Items from a data source:
-- Opening Marker --
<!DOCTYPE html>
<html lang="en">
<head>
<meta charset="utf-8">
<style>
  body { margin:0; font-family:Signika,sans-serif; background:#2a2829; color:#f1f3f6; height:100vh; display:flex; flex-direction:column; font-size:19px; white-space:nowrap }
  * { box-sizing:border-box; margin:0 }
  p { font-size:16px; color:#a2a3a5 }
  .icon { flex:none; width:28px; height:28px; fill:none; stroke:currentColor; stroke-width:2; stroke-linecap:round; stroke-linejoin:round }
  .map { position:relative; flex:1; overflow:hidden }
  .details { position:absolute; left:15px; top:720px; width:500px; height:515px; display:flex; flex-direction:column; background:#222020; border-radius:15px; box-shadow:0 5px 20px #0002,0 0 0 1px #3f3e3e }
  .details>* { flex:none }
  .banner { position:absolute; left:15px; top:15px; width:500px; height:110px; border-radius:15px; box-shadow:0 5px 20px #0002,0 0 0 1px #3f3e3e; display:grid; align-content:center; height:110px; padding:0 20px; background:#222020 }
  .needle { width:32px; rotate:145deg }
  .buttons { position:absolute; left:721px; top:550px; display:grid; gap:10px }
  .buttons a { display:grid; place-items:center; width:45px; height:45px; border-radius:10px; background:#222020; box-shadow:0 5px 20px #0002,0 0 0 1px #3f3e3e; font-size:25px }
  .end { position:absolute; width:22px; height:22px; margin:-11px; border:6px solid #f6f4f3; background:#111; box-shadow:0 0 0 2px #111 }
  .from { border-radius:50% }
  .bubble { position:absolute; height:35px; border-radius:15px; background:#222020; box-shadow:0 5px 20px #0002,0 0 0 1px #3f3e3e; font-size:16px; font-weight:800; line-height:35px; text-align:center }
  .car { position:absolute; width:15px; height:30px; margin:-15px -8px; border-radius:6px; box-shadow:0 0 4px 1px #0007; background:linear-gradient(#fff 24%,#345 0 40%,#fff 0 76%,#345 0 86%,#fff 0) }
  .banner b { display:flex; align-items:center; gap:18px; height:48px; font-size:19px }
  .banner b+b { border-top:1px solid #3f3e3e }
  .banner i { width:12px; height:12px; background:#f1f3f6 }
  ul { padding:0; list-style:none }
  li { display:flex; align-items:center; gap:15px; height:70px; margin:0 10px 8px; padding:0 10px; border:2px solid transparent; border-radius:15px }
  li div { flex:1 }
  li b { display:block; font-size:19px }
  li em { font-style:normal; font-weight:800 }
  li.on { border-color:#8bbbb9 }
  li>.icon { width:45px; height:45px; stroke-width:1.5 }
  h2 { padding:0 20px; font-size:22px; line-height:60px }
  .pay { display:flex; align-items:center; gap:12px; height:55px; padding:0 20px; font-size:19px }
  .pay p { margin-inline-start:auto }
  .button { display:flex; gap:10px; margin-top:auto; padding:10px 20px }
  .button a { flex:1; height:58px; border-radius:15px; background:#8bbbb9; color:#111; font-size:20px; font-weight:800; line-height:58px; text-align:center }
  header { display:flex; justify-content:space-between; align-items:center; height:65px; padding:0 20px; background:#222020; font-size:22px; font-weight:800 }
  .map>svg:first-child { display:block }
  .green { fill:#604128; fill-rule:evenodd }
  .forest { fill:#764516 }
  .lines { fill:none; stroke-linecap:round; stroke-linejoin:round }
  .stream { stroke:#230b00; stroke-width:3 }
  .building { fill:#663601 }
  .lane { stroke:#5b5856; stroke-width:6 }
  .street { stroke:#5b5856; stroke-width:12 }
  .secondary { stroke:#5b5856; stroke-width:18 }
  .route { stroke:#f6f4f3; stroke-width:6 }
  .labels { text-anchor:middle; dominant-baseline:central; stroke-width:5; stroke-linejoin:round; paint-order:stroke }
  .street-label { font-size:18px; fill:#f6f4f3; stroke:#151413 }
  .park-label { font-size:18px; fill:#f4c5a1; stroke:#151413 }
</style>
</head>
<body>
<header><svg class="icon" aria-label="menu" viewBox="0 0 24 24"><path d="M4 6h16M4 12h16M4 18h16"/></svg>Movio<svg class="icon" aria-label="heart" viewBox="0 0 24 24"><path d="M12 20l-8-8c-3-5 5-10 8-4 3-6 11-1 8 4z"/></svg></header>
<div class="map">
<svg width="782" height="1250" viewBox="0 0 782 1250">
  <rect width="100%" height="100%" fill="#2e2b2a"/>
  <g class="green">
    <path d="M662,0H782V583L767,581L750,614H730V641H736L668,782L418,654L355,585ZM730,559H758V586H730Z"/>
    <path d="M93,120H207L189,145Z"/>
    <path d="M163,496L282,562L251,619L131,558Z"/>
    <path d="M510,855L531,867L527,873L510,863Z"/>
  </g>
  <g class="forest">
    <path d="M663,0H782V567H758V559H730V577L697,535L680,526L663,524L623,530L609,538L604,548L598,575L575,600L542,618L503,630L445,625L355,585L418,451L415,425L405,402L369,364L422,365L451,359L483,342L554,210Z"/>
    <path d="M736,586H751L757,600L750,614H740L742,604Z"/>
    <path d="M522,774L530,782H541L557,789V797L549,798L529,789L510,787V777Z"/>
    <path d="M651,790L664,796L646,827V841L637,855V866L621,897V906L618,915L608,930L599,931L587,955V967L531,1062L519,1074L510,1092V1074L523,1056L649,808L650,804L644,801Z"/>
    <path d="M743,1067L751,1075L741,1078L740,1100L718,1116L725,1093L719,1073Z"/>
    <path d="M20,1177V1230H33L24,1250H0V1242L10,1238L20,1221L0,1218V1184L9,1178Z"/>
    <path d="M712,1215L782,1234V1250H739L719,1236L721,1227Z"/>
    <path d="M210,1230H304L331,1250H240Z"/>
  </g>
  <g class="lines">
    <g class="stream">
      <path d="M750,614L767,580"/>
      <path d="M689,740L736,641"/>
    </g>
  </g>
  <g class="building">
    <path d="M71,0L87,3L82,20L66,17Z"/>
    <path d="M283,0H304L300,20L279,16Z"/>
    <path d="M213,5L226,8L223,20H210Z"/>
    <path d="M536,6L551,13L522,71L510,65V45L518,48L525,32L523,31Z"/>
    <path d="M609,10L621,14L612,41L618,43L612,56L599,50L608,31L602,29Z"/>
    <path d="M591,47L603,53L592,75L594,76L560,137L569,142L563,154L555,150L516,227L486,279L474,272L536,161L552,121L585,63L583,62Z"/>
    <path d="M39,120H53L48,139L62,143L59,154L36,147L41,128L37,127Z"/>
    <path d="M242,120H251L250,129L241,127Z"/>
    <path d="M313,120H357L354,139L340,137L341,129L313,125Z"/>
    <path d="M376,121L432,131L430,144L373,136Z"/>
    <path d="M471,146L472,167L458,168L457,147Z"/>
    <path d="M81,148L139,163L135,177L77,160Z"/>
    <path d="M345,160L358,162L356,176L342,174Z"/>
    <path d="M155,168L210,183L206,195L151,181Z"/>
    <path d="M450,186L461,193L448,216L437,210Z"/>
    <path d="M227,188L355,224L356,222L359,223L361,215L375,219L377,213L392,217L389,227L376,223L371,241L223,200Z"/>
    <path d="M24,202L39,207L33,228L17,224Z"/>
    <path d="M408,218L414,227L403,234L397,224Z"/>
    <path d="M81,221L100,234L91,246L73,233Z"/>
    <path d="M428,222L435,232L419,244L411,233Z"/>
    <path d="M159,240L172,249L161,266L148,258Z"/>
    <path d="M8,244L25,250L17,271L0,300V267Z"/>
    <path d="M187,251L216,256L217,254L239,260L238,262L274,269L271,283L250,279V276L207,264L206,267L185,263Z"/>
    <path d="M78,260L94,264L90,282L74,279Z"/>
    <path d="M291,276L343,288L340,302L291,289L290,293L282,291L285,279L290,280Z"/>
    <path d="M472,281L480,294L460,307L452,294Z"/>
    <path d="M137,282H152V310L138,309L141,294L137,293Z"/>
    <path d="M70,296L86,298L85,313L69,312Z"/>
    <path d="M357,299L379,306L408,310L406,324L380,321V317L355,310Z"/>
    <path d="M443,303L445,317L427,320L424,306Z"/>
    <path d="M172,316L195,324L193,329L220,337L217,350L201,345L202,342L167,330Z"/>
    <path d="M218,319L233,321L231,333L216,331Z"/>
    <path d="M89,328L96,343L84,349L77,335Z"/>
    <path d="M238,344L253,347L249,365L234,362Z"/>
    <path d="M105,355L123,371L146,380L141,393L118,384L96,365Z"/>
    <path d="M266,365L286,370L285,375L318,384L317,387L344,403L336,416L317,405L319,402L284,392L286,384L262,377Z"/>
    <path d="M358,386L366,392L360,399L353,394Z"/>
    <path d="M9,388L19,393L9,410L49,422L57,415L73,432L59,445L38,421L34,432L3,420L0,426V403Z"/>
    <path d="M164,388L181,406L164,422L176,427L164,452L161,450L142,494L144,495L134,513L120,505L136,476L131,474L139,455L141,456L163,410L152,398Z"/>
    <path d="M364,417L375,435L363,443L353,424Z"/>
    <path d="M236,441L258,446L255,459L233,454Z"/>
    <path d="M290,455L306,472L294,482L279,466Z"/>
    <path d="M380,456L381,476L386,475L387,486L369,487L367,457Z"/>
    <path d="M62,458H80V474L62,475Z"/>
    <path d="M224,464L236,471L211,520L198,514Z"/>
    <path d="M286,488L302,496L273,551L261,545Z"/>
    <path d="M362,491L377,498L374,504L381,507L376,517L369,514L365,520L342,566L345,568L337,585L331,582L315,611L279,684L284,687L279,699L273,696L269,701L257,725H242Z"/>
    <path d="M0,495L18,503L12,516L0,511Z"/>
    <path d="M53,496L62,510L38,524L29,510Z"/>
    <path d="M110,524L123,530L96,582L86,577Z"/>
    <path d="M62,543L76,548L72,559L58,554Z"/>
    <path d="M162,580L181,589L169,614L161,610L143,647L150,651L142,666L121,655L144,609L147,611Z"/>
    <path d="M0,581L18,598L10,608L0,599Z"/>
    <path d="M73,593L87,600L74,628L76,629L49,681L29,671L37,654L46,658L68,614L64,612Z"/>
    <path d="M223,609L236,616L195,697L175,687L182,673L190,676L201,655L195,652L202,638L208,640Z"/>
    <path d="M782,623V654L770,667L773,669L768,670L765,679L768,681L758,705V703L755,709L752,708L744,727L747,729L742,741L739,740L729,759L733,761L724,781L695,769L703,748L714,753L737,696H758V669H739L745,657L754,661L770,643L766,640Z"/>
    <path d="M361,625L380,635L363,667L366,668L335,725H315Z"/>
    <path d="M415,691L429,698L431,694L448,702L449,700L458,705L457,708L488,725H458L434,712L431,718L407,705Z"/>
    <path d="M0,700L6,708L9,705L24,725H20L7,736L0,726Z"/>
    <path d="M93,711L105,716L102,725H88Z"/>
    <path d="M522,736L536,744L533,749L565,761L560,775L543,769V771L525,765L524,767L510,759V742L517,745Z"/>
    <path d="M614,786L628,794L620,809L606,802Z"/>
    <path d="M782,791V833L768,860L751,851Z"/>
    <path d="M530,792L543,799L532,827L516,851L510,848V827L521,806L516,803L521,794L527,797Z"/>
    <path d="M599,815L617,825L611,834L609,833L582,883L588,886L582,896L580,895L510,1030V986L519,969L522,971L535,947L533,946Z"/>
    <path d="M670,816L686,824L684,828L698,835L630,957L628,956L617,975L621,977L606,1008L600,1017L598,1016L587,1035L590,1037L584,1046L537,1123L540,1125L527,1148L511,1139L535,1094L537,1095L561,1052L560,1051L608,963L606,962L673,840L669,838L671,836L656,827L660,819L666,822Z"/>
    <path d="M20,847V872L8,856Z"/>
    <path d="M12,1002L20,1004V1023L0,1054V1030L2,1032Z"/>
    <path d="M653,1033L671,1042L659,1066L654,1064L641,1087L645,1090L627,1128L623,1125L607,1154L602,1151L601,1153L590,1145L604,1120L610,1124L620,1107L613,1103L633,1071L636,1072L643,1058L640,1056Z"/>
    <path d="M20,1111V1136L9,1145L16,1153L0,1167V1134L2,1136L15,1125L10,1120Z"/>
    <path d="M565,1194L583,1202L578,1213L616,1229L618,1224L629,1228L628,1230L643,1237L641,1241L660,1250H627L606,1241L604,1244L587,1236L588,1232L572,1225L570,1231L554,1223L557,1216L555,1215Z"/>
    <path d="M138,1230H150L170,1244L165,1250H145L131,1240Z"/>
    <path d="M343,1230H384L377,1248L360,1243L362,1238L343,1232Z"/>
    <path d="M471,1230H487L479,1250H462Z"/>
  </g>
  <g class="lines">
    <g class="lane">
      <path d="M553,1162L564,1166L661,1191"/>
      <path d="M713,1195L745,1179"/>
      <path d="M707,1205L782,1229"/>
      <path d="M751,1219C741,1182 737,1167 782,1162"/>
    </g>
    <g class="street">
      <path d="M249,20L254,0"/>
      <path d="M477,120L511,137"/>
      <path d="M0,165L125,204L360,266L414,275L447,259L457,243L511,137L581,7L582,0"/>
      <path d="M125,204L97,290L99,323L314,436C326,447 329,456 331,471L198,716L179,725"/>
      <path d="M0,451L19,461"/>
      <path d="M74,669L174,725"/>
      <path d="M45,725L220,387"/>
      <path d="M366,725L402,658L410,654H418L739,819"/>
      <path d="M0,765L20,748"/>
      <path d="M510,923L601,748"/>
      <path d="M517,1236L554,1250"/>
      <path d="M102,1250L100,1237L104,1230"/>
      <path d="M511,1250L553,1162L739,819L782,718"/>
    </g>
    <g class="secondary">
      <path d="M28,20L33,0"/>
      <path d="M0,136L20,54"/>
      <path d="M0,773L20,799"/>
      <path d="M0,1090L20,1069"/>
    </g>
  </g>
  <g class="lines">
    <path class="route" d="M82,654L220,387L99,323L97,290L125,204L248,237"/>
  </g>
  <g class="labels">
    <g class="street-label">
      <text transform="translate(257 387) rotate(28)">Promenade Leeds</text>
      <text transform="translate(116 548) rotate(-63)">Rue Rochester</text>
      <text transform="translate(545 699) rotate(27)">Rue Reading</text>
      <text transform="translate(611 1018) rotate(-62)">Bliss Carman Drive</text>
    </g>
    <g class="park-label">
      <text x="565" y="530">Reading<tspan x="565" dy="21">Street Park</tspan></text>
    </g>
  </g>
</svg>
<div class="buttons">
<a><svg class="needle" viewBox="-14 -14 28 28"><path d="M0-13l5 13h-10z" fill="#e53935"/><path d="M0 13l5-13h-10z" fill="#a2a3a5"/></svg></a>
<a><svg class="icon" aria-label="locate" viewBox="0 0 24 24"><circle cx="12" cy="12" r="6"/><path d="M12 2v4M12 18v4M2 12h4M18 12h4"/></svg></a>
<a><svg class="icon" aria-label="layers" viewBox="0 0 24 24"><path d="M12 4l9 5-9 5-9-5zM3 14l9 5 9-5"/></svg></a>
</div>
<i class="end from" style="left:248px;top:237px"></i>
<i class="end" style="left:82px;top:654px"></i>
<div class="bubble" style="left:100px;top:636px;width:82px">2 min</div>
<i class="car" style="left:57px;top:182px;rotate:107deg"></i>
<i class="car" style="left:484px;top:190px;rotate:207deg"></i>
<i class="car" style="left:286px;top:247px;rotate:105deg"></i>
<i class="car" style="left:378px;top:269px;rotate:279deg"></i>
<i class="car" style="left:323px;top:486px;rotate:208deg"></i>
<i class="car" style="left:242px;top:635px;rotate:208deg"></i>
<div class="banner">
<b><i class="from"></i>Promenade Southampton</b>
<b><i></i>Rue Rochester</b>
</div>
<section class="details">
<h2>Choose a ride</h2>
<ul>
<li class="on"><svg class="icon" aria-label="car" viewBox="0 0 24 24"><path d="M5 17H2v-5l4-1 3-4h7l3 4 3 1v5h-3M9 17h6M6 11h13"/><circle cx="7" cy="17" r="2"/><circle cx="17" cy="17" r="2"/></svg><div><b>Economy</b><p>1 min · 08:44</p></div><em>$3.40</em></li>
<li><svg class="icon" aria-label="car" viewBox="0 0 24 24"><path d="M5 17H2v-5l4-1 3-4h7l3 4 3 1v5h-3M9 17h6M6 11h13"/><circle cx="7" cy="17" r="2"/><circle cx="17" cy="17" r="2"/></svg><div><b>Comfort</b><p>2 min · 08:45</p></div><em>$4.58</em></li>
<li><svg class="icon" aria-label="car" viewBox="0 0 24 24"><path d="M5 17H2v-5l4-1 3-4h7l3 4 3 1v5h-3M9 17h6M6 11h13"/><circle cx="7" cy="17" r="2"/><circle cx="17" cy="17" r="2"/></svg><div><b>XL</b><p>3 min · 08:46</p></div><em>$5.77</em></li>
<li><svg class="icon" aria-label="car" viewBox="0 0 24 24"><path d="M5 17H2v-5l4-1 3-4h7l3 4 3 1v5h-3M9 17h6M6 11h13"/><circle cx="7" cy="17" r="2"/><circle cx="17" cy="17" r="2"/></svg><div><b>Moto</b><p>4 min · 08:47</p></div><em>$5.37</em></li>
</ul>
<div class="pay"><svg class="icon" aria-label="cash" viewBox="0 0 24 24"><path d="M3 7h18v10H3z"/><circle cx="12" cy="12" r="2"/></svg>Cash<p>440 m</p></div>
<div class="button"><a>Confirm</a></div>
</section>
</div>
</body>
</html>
-- Closing Marker --
◆ Required work
All lines above that include the word "position" must be copied into the answer.

◆ Answer area
  .map { position:relative; flex:1; overflow:hidden }
  .details { position:absolute; left:15px; top:720px; width:500px; height:515px; display:flex; flex-direction:column; background:#222020; border-radius:15px; box-shadow:0 5px 20px #0002,0 0 0 1px #3f3e3e }
  .banner { position:absolute; left:15px; top:15px; width:500px; height:110px; border-radius:15px; box-shadow:0 5px 20px #0002,0 0 0 1px #3f3e3e; display:grid; align-content:center; height:110px; padding:0 20px; background:#222020 }
  .buttons { position:absolute; left:721px; top:550px; display:grid; gap:10px }
  .end { position:absolute; width:22px; height:22px; margin:-11px; border:6px solid #f6f4f3; background:#111; box-shadow:0 0 0 2px #111 }
  .bubble { position:absolute; height:35px; border-radius:15px; background:#222020; box-shadow:0 5px 20px #0002,0 0 0 1px #3f3e3e; font-size:16px; font-weight:800; line-height:35px; text-align:center }
  .car { position:absolute; width:15px; height:30px; margin:-15px -8px; border-radius:6px; box-shadow:0 0 4px 1px #0007; background:linear-gradient(#fff 24%,#345 0 40%,#fff 0 76%,#345 0 86%,#fff 0) }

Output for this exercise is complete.